I need some files from the repositories

Besides running functions from the repositories, there also might be some files in the repositories that you need, e.g. images for a webpage. With the Arca method static_filename you can get the absolute path to that file, to where Arca cloned it. The method accepts a relative path (can be a pathlib.Path or str) to the file in the repository.

Example call (file images/example.png from the branch master of https://example.com/hello_word.git):

arca = Arca()

path_to_file = arca.static_filename("https://example.com/hello_word.git",
                                    "master",
                                    "images/example.png")

path_to_file will be an absolute Path.

If the file is not in the repository, FileNotFoundError will be raised. If the provided relative path leads out of the repo, FileOutOfRangeError will be raised.

I will be running a lot of tasks from the same repository

Similarly as above, while you’re building a webpage you might need to run a lot of tasks from the same repositories, to render all the individual pages.
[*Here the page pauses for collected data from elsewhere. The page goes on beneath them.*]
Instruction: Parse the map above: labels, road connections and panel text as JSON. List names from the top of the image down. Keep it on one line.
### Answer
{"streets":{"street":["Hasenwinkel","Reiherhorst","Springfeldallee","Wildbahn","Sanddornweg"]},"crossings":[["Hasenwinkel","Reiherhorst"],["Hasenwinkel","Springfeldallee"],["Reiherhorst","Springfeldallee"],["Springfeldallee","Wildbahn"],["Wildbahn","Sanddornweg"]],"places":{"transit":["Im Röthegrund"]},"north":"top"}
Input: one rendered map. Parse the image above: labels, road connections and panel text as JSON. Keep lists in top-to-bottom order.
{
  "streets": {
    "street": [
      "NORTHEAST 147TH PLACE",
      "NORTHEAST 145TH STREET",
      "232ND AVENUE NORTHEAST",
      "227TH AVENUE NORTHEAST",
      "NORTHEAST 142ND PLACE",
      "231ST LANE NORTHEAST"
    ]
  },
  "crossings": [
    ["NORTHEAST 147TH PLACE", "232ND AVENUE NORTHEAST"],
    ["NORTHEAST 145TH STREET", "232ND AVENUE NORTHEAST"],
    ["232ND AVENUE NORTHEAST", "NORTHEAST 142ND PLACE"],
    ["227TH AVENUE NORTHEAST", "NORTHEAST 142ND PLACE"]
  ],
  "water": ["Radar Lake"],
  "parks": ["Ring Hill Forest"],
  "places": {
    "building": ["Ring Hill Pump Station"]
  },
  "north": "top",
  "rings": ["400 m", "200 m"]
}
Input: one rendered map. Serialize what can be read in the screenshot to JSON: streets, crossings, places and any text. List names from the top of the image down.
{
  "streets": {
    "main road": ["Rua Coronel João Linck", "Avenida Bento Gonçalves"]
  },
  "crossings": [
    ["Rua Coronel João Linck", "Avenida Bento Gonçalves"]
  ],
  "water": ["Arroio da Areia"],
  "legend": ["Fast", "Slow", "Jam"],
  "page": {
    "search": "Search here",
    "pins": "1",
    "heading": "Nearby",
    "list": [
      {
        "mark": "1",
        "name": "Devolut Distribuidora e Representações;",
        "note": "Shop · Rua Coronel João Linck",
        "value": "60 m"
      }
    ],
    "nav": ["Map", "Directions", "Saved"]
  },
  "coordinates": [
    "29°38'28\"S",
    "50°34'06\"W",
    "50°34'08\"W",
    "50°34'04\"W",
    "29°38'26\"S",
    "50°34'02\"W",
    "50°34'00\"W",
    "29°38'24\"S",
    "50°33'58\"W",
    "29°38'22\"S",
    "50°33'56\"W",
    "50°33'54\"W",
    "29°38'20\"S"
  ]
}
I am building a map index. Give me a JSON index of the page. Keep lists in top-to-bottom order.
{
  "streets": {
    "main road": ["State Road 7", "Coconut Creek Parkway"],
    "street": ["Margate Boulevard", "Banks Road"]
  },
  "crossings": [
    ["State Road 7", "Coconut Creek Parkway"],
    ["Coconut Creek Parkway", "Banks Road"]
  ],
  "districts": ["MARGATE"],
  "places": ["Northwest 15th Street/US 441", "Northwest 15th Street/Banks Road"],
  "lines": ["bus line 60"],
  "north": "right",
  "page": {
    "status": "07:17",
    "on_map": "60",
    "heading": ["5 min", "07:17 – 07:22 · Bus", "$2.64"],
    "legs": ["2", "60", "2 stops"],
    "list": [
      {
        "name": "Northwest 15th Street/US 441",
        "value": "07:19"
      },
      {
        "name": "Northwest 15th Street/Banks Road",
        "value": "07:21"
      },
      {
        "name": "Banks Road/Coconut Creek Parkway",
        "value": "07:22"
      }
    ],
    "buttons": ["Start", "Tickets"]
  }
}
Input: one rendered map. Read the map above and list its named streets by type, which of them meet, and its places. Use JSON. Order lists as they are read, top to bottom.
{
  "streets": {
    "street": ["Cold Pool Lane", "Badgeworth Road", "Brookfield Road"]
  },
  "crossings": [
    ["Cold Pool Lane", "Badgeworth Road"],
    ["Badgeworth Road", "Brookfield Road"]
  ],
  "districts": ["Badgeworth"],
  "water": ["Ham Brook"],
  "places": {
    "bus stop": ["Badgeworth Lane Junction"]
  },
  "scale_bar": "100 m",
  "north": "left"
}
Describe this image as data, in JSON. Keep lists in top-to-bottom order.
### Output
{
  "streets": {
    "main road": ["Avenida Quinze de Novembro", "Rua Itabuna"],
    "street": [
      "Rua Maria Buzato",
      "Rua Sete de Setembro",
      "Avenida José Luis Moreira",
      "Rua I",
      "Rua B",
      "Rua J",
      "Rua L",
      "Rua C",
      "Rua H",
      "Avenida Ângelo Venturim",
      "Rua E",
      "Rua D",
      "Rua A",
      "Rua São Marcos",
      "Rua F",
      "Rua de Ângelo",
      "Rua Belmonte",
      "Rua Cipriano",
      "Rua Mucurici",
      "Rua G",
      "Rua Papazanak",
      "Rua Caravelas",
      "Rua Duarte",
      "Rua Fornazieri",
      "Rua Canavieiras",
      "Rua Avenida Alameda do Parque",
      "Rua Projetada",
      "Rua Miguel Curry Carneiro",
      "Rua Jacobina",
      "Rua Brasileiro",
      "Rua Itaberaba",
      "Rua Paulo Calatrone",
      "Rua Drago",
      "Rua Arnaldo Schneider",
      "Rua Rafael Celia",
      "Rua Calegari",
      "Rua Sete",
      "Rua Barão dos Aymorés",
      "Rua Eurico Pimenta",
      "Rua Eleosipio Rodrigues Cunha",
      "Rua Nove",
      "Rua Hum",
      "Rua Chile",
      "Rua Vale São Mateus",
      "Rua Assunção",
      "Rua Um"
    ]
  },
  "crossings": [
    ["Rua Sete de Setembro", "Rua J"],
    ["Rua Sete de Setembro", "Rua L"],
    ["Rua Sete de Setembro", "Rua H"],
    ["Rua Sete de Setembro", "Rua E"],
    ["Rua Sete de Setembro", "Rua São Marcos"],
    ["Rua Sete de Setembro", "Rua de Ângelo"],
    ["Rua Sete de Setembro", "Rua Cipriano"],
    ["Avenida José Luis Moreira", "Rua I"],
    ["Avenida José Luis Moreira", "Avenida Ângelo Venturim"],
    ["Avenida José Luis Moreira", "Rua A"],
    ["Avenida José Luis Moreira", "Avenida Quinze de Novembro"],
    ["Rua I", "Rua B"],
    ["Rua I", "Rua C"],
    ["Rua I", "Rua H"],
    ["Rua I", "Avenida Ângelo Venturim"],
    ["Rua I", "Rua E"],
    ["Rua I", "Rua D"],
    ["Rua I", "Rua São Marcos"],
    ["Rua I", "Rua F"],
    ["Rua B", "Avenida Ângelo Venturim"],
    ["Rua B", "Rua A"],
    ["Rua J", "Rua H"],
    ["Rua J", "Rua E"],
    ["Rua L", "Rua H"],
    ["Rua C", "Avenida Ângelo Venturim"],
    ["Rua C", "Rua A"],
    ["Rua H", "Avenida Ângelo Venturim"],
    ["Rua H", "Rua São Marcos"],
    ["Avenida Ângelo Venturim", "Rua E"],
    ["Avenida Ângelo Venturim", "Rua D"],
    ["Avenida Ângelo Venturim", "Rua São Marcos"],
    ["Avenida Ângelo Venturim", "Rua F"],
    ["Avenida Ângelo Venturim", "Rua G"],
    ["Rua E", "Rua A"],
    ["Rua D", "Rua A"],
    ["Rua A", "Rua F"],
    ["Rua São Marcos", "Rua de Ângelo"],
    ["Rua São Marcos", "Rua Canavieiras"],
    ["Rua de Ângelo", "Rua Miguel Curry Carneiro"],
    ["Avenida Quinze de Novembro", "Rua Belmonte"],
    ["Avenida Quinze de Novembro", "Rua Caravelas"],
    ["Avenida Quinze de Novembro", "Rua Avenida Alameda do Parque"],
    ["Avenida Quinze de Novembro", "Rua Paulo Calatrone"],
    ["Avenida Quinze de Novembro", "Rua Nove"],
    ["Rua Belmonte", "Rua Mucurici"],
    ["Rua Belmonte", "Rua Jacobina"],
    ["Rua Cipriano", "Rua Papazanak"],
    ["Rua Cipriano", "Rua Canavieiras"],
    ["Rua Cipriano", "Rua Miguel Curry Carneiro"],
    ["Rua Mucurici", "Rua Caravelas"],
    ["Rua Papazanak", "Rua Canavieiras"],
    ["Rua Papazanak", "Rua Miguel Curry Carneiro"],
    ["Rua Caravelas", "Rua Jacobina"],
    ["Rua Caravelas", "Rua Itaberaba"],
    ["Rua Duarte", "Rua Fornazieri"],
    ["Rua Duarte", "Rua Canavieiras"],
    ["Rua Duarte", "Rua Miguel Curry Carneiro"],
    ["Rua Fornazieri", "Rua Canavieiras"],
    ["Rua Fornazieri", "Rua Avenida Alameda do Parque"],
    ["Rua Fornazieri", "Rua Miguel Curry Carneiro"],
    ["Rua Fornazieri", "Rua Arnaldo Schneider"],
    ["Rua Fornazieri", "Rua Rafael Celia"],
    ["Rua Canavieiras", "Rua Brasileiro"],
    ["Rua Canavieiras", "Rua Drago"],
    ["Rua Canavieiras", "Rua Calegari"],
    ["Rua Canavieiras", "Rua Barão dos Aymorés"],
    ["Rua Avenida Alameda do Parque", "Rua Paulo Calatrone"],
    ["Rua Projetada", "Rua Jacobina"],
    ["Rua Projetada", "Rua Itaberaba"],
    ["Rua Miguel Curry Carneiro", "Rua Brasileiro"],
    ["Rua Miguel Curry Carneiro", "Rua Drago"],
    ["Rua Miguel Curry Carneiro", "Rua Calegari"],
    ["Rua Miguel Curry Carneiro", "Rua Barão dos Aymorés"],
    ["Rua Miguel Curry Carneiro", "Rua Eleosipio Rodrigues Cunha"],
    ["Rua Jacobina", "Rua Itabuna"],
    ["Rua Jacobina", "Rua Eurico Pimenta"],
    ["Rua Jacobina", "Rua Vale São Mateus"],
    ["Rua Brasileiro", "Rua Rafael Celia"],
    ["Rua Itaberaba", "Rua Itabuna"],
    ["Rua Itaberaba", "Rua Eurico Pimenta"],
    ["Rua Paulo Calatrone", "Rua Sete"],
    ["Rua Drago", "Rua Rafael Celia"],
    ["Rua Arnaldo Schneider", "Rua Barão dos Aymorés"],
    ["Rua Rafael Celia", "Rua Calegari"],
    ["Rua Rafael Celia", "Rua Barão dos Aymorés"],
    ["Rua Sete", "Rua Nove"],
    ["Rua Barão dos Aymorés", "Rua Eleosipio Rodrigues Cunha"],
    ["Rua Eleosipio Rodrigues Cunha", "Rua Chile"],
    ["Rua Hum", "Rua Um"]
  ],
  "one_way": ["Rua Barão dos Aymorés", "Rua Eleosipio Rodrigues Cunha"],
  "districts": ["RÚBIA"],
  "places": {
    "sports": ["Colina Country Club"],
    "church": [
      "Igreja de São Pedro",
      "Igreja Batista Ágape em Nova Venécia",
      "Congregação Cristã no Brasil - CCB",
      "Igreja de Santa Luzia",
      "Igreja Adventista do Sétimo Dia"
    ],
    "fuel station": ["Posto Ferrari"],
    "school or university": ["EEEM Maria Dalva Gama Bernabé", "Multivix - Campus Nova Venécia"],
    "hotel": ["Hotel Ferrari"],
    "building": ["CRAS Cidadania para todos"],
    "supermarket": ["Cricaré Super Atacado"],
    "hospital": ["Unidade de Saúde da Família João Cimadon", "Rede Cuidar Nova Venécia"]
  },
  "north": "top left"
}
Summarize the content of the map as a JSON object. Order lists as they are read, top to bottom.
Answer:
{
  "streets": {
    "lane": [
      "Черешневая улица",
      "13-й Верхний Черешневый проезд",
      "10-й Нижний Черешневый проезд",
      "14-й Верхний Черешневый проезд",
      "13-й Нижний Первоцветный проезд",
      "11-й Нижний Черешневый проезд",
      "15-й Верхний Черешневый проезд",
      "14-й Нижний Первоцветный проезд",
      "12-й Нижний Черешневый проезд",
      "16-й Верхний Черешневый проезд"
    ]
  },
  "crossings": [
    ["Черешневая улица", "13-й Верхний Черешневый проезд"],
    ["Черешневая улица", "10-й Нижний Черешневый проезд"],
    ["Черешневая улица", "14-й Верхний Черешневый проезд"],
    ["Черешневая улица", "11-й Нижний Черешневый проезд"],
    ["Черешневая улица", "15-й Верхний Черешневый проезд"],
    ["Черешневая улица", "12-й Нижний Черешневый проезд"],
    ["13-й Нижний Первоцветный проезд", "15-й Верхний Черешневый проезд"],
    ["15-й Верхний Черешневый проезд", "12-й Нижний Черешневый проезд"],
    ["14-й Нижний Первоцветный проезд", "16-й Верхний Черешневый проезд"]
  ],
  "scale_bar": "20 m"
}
However Arca has some overhead for each launched task, but these two options can speed things up:

Singe pull

This option ensures that each branch is only cloned/pulled once per initialization of Arca. You can set it up with the Arca single_pull option (ARCA_SINGLE_PULL setting). This doesn’t help to speedup the first task from a repository, however each subsequent will run faster. This setting is quite useful for keeping consistency, since the state of the repository can’t change in the middle of running multiple tasks.

You can tell Arca to pull again (if a task from that repo/branch is called again) by calling the method Arca.pull_again:

arca = Arca()

...

# only this specific branch will be pulled again
arca.pull_again(repo="https://example.com/hello_word.git", branch="master")

# all branches from this repo will be pulled again
arca.pull_again(repo="https://example.com/hello_word.git")

# everything will be pulled again
arca.pull_again()

Running container

If you’re using the Docker backend, you can speed up things by keeping the containers for running the tasks running. Since a container for each repository is launched, this can speed up things considerably, because starting up, copyting files and shutting down containers takes time.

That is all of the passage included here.